As bolsas europeias operam em alta pela segunda sessão consecutiva, ainda impulsionadas por esperanças de que a zona do euro e a China adotem novas medidas de estímulo econômico.

SERGIO CALDAS, COM INFORMAÇÕES DA DOW JONES NEWSWIRES, Agencia Estado

26 de março de 2014 | 07h53

As ações na Europa vêm se recuperando das perdas vistas no começo da semana, que vieram após os últimos sinais de uma forte desaceleração na China, em meio à impressão crescente de que Pequim vai tomar novas ações para sustentar a economia. Comentários feitos por autoridades do Banco Central Europeu (BCE) também alimentaram expectativas de medidas adicionais de estímulo na área do euro.

Na terça-feira, 25, os presidentes dos bancos centrais da Alemanha, Jens Weidmann, e Finlândia, Erkki Liikanen, disseram que o uso de taxas de juros negativas para depósitos é uma possível opção do BCE para enfrentar um recuo muito brusco da inflação. Já o presidente do BCE, Mario Draghi, reiterou em Paris que a instituição fará o que for necessário para salvaguardar a economia da região.

"Os comentários de ontem são um novo lembrete de que o BCE pode fazer mais se identificar riscos reais de deflação e que certamente quer passar a mensagem de que ainda tem munição", disse Jan von Gerich, estrategista de renda fixa do Nordea.

No mercado de câmbio, o euro continua se enfraquecendo ante outras divisas após as declarações dos dirigentes do BCE. Entre moedas emergentes, o rublo da Rússia se destacou ao atingir seu maior valor em cinco semanas antes o dólar, favorecido pela diminuição das preocupações com a crise da Ucrânia.

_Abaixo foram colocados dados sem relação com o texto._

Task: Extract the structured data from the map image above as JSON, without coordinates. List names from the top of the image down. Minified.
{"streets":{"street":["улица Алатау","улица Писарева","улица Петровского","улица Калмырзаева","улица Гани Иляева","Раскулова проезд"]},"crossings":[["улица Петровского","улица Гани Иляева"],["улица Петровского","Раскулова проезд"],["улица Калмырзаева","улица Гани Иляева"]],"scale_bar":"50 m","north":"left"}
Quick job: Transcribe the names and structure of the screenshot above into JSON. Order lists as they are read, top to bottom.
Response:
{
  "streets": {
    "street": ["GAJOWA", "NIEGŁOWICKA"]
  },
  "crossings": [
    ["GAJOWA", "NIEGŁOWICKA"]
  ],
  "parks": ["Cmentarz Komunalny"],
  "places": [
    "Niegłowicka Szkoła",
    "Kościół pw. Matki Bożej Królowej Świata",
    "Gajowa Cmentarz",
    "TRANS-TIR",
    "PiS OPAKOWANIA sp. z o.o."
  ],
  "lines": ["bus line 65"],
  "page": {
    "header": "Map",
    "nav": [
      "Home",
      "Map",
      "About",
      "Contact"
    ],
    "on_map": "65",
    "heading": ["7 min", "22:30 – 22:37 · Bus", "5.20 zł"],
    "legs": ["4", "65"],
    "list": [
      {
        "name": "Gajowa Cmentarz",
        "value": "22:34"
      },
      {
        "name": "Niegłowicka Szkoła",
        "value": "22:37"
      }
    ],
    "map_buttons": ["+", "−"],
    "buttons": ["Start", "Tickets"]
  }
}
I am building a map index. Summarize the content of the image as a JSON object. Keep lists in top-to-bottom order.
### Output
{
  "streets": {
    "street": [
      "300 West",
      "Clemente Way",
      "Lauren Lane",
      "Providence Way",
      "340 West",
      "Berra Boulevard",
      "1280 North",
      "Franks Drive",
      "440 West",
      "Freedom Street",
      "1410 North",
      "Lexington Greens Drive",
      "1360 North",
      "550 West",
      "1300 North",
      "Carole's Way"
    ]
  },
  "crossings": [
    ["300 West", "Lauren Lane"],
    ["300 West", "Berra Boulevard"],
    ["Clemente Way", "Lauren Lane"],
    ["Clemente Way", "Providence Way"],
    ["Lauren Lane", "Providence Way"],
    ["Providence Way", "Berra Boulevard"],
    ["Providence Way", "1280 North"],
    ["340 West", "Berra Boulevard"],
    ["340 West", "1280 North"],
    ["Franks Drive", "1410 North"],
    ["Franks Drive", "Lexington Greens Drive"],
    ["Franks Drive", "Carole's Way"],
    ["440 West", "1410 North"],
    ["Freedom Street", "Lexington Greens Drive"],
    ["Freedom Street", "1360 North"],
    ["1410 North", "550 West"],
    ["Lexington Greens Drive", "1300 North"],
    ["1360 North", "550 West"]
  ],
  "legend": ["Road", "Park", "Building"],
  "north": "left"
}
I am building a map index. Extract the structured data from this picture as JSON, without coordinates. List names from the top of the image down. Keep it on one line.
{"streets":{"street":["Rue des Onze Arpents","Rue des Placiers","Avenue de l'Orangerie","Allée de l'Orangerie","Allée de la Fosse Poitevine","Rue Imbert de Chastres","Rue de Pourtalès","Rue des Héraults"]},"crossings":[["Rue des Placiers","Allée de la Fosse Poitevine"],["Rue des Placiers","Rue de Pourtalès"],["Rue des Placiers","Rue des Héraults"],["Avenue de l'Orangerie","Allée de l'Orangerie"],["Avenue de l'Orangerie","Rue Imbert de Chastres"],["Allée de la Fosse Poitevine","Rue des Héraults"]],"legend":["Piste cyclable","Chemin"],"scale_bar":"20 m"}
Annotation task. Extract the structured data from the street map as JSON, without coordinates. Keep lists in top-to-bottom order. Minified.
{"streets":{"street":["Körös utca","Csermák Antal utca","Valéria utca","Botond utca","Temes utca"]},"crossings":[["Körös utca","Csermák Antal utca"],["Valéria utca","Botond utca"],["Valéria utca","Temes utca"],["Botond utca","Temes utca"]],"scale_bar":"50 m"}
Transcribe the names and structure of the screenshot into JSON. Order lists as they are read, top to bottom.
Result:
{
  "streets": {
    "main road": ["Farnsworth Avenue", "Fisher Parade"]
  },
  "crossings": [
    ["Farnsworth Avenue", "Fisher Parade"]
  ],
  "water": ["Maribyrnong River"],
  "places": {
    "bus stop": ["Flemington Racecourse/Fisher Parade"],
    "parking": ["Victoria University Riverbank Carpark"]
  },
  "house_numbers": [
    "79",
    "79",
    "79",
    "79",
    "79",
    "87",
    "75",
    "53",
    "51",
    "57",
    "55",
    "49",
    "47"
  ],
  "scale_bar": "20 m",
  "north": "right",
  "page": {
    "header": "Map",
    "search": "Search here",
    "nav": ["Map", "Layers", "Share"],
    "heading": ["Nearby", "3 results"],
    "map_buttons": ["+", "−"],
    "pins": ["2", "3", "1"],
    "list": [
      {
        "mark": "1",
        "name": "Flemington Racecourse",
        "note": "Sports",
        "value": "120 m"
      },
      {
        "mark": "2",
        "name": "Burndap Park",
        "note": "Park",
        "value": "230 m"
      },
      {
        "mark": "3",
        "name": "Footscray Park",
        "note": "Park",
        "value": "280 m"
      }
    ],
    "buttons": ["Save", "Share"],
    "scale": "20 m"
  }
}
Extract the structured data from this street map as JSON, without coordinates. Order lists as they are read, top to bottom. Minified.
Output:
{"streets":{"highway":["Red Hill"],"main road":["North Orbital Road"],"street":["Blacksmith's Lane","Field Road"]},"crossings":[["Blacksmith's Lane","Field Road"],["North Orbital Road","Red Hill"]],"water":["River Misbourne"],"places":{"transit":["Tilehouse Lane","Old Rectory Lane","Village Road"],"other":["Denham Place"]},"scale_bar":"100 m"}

Nesta quarta-feira, 26, os investidores na Europa também vão acompanhar as encomendas de bens duráveis dos EUA referentes a fevereiro, com divulgação prevista às 9h30 (de Brasília).

Às 7h31 (de Brasília), todas os principais mercados acionários europeus operavam no azul. Enquanto Londres subia 0,54%, Paris ganhava 0,92%, Frankfurt mostrava uma alta mais robusta, de 1,24%, e Milão avançava 0,72%. Entre as moedas, o euro se enfraquecia a US$ 1,3799, de US$ 1,3828 no fim da tarde de ontem, mas a libra avançava a US$ 1,6535, de US$ 1,6532.